Despesas relacionadas às ações de publicidade são objetos de análise da Secex

Os empresários e, principalmente o pequeno e médio empresário, busca encontrar boa resposta ao questionamento de gastos com publicidade e propaganda tratar-se de custo, despesa ou investimento.

Do ponto de vista puro e simplesmente contábil, em algumas ocasiões publicidade e propaganda pode ser sim considerada uma despesa, bem como, com forte respaldo no Regulamento do Imposto de Renda (RIR), porém, questiona-se se em algum momento esse gasto pode ser considerado custo.

Tratamos na contabilidade a definição de custo como sendo todo o insumo necessário para a produção de algum produto ou serviço, todavia, dependendo das atividades operacionais da empresa e, do elo das ações de publicidade e propaganda em relação ao ramo de atividade da empresa, podemos, desde que fortemente comprovado, tratarmos de custo essa publicidade e propagada.

Mas…em se tratando de publcidade de Governo do Estado…..

O Tribunal de Contas do Estado de Mato Grosso (TCE/MT), por meio da Secretaria de Controle Externo de Administração Estadual, realiza desde a segunda quinzena de abril, auditoria na Secretaria Adjunta de Comunicação do Estado (Secom), unidade subordinada à Secretaria de Casa Civil. O objetivo, segundo a secretária da Secex de Administração Estadual, Adriana Bonilha, é verificar a legalidade e a legitimidade das despesas de publicidade e propaganda realizadas pelo Governo do Estado.

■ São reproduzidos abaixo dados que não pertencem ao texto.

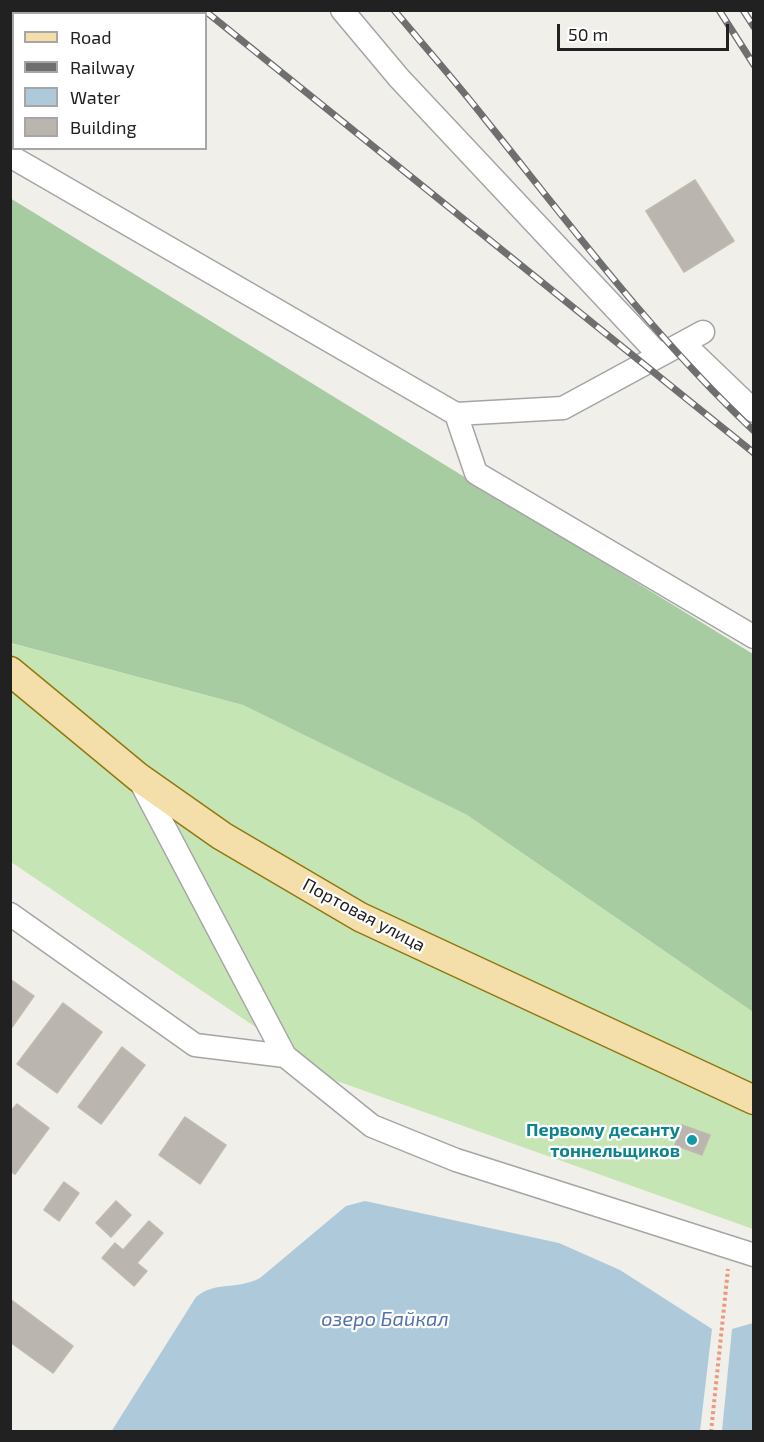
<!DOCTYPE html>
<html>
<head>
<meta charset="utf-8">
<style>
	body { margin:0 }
	#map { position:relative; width:764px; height:1442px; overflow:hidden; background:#f1efe9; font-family:"Exo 2",sans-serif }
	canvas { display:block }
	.frame { position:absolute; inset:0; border:12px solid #212121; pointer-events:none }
	.legend { position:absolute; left:12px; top:12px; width:195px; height:138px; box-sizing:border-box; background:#fff; border:2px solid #a6a6a6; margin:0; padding:8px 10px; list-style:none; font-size:18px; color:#212121 }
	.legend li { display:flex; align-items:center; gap:12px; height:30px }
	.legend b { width:30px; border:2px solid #a6a6a6 }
	.scale { position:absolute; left:557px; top:24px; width:172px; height:27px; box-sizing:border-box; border:3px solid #212121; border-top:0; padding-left:8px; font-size:18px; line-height:21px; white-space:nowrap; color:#212121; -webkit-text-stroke:4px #fff; paint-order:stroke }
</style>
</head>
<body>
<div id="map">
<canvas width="764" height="1442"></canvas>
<div class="frame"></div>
<ul class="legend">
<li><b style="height:8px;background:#f4dfab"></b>Road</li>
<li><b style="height:8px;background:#6f6f6f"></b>Railway</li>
<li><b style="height:16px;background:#aecada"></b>Water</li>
<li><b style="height:16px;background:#bab6af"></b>Building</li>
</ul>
<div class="scale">50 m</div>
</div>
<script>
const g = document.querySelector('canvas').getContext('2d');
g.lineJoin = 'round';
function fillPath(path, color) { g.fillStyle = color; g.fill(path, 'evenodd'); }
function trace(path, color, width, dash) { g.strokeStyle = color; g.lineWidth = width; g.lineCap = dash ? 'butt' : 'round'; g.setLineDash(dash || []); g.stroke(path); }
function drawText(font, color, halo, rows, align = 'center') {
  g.font = font + ' "Exo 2",sans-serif'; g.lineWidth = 4.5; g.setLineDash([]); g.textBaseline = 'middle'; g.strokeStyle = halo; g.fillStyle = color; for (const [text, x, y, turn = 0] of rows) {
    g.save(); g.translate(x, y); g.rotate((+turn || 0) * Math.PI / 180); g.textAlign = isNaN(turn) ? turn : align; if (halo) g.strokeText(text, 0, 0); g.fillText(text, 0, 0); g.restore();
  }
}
const grass = new Path2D(`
	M10 643 243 705 467 815 753 1012V1229L334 1080 11 862Z`);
const forest = new Path2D(`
	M10 198 753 654V1012L467 815 243 705 11 643Z`);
const water = new Path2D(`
	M365 1201 559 1243 620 1270 712 1329H732L753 1323V1431L111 1432 196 1297C217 1280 235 1291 260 1278L346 1206Z`);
const pier = new Path2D(`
	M712 1329H732L722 1431H700Z`);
const building = new Path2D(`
	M695 180 734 241 684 272 646 211Z
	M10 979 34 996 10 1030Z
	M63 1003 102 1032 57 1093 17 1064Z
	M122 1047 145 1065 101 1124 78 1107Z
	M17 1104 49 1128 15 1174 10 1171V1112Z
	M185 1117 226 1145 200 1184 159 1155Z
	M682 1125 710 1135 702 1155 675 1145Z
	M64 1182 79 1193 59 1221 44 1210Z
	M116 1201 131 1215 111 1237 96 1223Z
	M149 1221 163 1233 137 1263 147 1271 134 1286 102 1258 115 1243 123 1250Z
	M10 1299 73 1346 53 1373 10 1342Z`);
const path = new Path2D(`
	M711 1432 728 1269`);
const minor = new Path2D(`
	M342 10 399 78 659 355
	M10 156 456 414 563 408 703 332
	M683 343 754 411
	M456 414 476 473 754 637
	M139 779 285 1056 372 1126 456 1160 754 1255
	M10 914 195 1045 285 1056`);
const major = new Path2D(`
	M10 671 138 777 222 836 360 917 754 1100`);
const rail = new Path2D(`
	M204 10 754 453
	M394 10C425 47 456 82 485 119 571 226 653 336 754 431
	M719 10 754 65
	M743 10 754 27`);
const markers = [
	[692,1140,6,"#0f9aa8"]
];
const streetNames = [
	["Портовая улица",364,915,28]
];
const cultureNames = [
	["Первому десанту",680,1130],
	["тоннельщиков",680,1151]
];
const waterNames = [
	["озеро Байкал",385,1319]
];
fillPath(grass, '#c6e5b5');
fillPath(forest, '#a8cca2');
fillPath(water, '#aecada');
fillPath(pier, '#f1efe9');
fillPath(building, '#bab6af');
trace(building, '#c1b9ad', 1.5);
trace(minor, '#a5a5a5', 25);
trace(major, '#91780e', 31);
trace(path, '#ee997d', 4, [3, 3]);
trace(minor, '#fff', 22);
trace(major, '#f4dfab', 28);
trace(rail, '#6f6f6f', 7);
trace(rail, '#fff', 4.5, [14]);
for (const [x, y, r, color] of markers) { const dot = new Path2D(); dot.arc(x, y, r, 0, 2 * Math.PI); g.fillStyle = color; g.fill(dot); trace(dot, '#fff', 2); }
drawText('18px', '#212121', '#fff', streetNames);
drawText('bold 18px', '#0d838f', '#fff', cultureNames, 'right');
drawText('italic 20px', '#5573aa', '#fff', waterNames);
</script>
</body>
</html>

Do início de 2017 até maio deste ano, o Governo destinou aproximadamente R$ 172 milhões do orçamento do Estado para a ação 2014, Publicidade Institucional e Propaganda. Por meio desta ação é que são realizadas as campanhas publicitárias institucionais e de utilidade pública.

Desde 2016, as agências FCS Comunicação, Casa D’Ideias Propaganda e Marketing, Soul Propaganda, Nova SB e ZF Comunicação são responsáveis pelas campanhas do Governo. Essas agências de publicidade venceram processo licitatório em 2015 e, no ano seguinte, firmaram o Contrato nº 09/2016 com o Governo do Estado.

Por determinação judicial, desde 5/4/2018 o Contrato nº 9/2016 está parcialmente suspenso. A ação judicial (Processo nº 1007831-49.2018.8.11.0041) foi apresentada pelo Ministério Público Estadual (MPE-MT) e apura a prática de ato de improbidade administrativa e corrupção empresarial.

A auditoria em andamento no Tribunal de Contas do Estado de Mato Grosso foi motivada, principalmente, por um processo de Levantamento realizado em 2018 pela auditora Patrícia Borges de Abreu, da Secex de Administração Estadual e também devido à existência de Ação Civil Pública sobre o assunto. Este Levantamento, que forneceu informações preliminares sobre o funcionamento da Secom, aguarda deliberação do Pleno do Tribunal de Contas do Estado de Mato Grosso. A expectativa é que a auditoria na Secom seja finalizada em agosto.

Compõem a equipe responsável pelo trabalho a supervisora da Secex de Administração Estadual, auditora Graziela Carvalho Fialho, e a auditora Patrícia Borges de Abreu. O relator será o Conselheiro Interino Luiz Henrique Lima.